次は前半部分(専門的にはAパートという)の最大の見せ場、
「突っ込んでくるテレスティーナを、白井黒子との協力プレイで撃退する」というシーンである。
もちろん不安はない。この日のために念入りにリハーサルを繰り返してきたのだ。
絶対に成功する、いや、させる。意欲は十分。あとはテレスティーナのセリフを待つばかりだ。

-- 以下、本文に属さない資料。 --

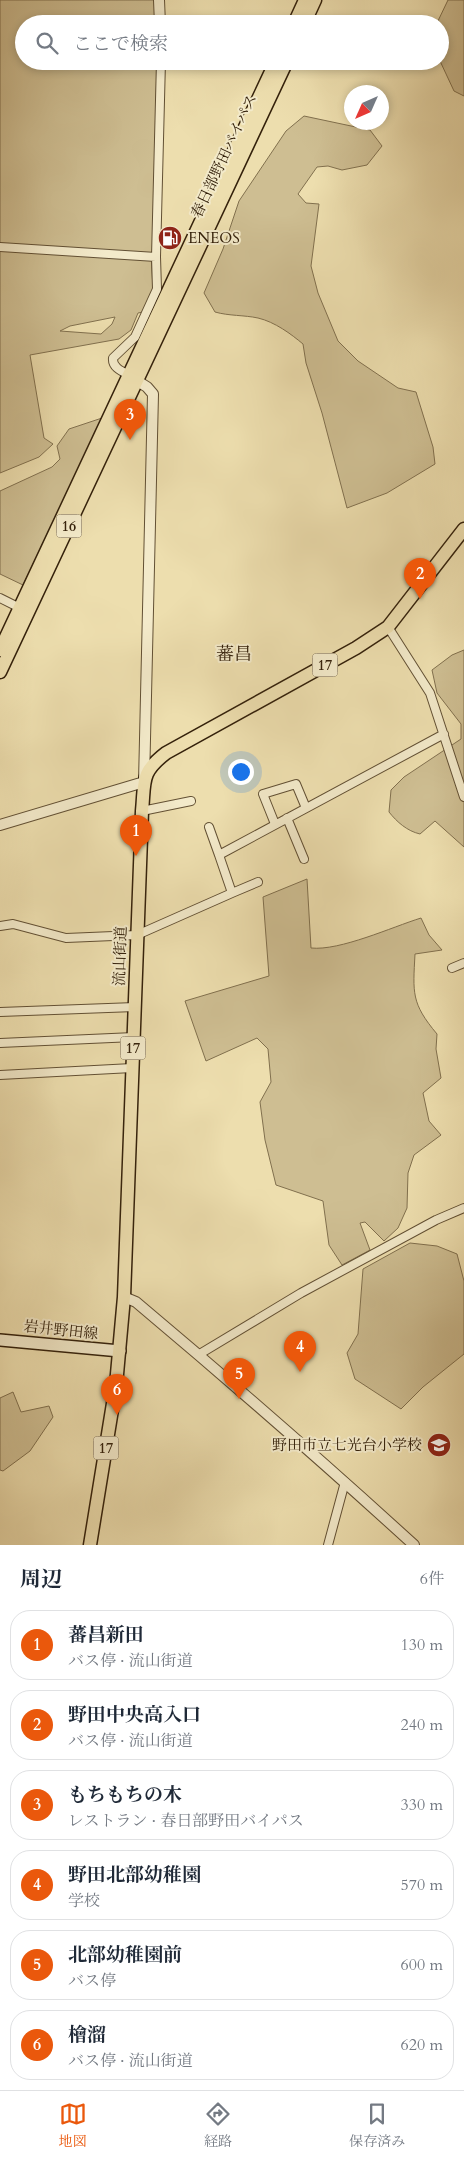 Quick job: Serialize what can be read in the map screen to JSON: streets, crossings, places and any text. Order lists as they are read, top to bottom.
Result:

テレス「うひゃひゃひゃひゃひゃひゃひゃ!無駄なんだよおおおおおおお!!!!!!」
まっすぐ御坂に向かって突っ込むテレス機、台本の通りだ。
ここで御坂が黒子を呼び、ちょうどよい大きさの金属片をとばしてもらう手筈になっている。
御坂「だったら見せてやんわよ…黒子ーーーー!!!」
しーーーーーーーーーん………
御坂(あ、あれ?黒子?聞こえなかったかな?)
すうーーーーと息を吸う御坂
御坂「黒子おォーーーーーーーー!!!!!!!」
御坂「黒子おおおおおおォォォォォォ!!!!!!!」
御坂「黒子オオオオォォォォオオオオォオォォオオォォォオォォォォオォォォ!!!!!!!!!!!!!!!」
ひゅん!
黒子「た、大変ですのお姉様!!!」
御坂「ぜえ……ぜえ……黒子!?あんた何してんの!?ちゃんと台本通りに……!」
黒子「それが……お姉様が飛ばせそうな程度の大きな金属片が見つかりませんの!!!」
御坂「な……なんですって!?…………ぜえ………ぜえ………」
御坂「じゃあどうすんのよ!?」
黒子「ど、どうすんのよ!?と言われましても……」
テレス「うひゃうひゃうひゃひゃひゃひゃひゃひゃひゃ!!!!!!!」
御坂(まずい……このままじゃあ……何か……何か飛ばすものがあれば……!)
御坂「……」
黒子「お姉様……?そんなじろじろ見られては照れま……」
がし!!!
黒子「お、お姉様!?」
ビリビリビリビリビリ!!!!
黒子「がががががが!!!!お姉様あ!!!!」
御坂「黒子……よく聞いてちょうだい……今からあなたの体に電気を流して電磁石にするわ!!!!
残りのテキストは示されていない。